Following the tragic death of Natasha Ednan-Laperouse the subject of tougher food labelling laws has frequently been in the news.

The 15 year old from Fulham died in 2016 after eating a baguette from food chain Pret a Manger which did not detail the full list of ingredients including her deadly allergy to sesame.

Now Environment Secretary Michael Gove wants tougher labelling laws to be implemented to prevent further deaths for people with allergies, with all packaged food such as sandwiches and salads required to list their full ingredients.

The teenager suffered a cardiac arrest on board a flight after suffering a severe anaphylactic shock: current laws do not have to list the ingredients of food packaged and sold on the premises and the inquest heard Natasha was “reassured” by the lack of specific allergen information.

Four options are now being put forward for all food which is made, packaged and sold on the premises. These are:

  • Full ingredient list labelling
  • Allergen-only labelling
  • Ask-the-staff labels with supporting information available for consumers in writing
  • Promoting best practice around communicating allergen information to customers

The family of Natasha are calling for the full ingredient list to become legislation, calling the other options “very soft” alternatives.
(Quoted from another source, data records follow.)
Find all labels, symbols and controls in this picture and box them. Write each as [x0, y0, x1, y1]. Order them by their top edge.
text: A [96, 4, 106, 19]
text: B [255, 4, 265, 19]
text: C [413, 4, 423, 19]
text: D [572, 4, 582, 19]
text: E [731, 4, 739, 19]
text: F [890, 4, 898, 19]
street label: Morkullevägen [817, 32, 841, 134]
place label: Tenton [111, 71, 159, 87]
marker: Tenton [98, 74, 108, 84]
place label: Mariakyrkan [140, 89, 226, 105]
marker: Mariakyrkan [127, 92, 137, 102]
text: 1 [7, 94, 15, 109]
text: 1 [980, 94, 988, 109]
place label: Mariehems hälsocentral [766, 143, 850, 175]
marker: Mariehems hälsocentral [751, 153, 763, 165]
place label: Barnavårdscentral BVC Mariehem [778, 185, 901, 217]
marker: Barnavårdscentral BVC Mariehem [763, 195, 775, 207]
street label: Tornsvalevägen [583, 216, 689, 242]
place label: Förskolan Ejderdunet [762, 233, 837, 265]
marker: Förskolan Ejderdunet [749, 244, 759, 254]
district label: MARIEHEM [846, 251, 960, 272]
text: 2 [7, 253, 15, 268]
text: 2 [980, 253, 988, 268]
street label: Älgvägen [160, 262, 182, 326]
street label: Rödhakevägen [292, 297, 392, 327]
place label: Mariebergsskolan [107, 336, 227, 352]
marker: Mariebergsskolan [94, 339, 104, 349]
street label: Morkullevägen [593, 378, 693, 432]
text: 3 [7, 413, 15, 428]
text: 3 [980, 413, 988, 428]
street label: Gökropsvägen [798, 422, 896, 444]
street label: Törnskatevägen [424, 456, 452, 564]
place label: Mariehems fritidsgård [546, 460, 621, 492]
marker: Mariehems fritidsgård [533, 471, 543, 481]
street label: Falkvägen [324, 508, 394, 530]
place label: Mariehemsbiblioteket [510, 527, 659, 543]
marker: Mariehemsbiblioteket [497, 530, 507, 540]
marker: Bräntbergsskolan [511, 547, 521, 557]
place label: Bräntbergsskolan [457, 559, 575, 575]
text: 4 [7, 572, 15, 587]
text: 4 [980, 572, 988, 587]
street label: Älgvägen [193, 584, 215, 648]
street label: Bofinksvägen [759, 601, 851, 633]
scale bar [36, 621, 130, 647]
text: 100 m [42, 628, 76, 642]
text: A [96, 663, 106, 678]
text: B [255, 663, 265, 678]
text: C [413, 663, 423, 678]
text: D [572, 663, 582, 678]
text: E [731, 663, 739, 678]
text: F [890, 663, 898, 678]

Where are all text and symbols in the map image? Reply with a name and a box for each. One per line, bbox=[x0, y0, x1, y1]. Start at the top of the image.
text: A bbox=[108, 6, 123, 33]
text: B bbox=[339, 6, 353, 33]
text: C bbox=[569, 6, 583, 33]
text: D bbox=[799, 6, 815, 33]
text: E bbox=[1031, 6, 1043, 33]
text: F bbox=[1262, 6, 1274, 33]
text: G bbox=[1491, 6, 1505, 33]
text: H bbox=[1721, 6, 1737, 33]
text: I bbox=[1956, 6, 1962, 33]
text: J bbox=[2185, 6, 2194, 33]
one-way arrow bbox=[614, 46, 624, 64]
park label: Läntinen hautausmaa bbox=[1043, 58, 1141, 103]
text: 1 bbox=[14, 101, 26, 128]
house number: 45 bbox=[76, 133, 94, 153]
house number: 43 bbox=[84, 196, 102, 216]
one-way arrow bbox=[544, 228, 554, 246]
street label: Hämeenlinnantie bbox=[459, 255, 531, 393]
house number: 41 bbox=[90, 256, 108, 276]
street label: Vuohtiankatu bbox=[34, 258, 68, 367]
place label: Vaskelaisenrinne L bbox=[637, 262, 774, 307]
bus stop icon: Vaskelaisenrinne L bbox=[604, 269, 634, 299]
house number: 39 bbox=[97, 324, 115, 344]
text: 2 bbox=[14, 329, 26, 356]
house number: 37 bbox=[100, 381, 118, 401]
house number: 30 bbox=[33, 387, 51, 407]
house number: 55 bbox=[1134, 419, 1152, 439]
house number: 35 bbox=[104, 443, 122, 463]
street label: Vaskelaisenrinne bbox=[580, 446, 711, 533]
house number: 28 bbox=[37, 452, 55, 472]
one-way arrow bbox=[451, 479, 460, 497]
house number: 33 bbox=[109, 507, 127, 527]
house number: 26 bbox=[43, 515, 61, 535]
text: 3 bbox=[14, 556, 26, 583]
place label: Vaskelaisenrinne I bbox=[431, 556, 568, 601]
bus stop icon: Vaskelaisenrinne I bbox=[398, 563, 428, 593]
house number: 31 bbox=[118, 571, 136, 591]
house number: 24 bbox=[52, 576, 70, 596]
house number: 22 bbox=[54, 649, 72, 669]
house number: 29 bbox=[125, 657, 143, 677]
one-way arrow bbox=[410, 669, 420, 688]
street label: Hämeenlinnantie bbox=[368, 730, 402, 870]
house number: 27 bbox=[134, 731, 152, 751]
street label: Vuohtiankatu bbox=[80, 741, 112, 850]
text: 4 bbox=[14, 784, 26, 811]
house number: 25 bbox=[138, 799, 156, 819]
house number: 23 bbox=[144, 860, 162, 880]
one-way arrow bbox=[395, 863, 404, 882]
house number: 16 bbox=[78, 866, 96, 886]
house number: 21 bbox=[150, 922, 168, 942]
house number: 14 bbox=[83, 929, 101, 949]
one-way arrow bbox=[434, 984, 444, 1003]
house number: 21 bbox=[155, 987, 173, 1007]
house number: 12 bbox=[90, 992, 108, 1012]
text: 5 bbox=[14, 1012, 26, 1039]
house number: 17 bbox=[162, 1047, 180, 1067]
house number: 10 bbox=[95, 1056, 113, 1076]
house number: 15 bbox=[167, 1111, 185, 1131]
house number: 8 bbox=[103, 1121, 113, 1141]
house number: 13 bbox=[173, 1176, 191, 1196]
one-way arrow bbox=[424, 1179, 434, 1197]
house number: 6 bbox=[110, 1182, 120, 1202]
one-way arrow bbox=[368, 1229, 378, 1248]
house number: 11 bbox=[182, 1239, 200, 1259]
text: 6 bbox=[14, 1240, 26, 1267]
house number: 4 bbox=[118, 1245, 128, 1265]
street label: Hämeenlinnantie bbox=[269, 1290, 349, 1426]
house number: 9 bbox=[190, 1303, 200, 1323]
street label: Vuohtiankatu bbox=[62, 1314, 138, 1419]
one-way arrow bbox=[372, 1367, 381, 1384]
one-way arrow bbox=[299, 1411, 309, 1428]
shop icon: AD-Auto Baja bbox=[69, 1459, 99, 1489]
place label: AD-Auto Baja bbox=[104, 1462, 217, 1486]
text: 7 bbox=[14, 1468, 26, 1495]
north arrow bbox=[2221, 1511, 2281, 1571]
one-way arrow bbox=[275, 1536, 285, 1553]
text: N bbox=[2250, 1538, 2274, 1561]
Andrew Bird, CEO of GSM said that the UK government could “lead the way in detailing allergies which would help millions of people,” but added, “there is a much better way than legislating for stickers or printed leaflets.”

“Food labelling might not seem like the kind of area where technology could help, but the opportunities for increased transparency on ingredients and nutrition is considerable.

“Michael Gove has said he wants to ‘ensure that labels are clearer’ so allergy sufferers can have confidence in their food but there if you make this about what you can manage to fit on some packaging then you are limited with that information.

“Technology allows you to circumvent that problem and enable the UK to lead the way in nutritional and proof of provenance information.”